## Exercise
Whenever a picture appears in the data, skip it and write out all other material exactly.

## Provided data
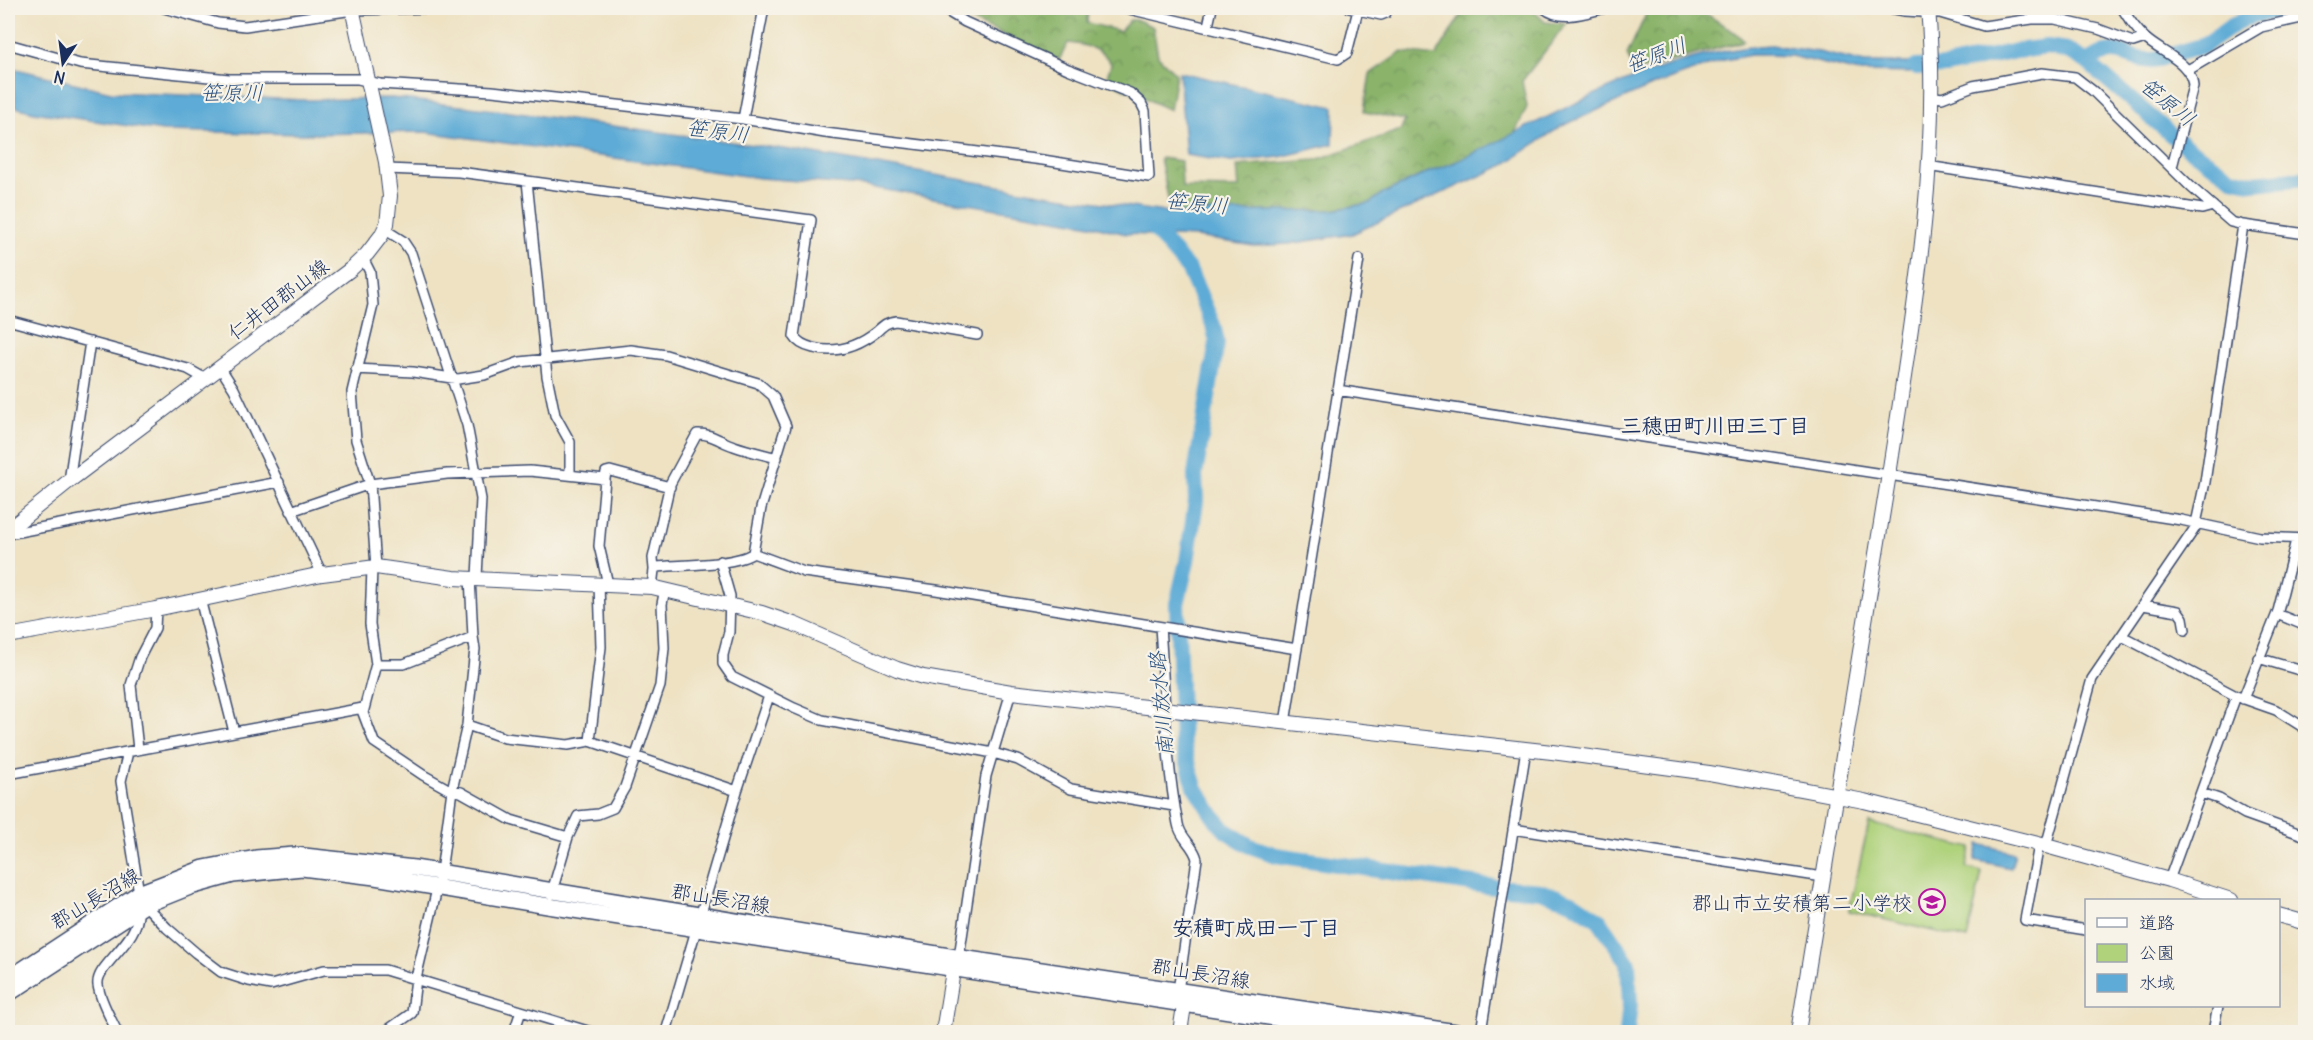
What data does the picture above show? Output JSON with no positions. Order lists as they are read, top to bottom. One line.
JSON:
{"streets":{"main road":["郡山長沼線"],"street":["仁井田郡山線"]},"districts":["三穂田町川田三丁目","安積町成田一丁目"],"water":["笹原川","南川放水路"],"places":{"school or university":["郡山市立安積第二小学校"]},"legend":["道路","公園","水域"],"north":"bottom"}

## Written response
What data does the picture above show? Output JSON with no positions. Order lists as they are read, top to bottom. One line.
JSON:
{"streets":{"main road":["郡山長沼線"],"street":["仁井田郡山線"]},"districts":["三穂田町川田三丁目","安積町成田一丁目"],"water":["笹原川","南川放水路"],"places":{"school or university":["郡山市立安積第二小学校"]},"legend":["道路","公園","水域"],"north":"bottom"}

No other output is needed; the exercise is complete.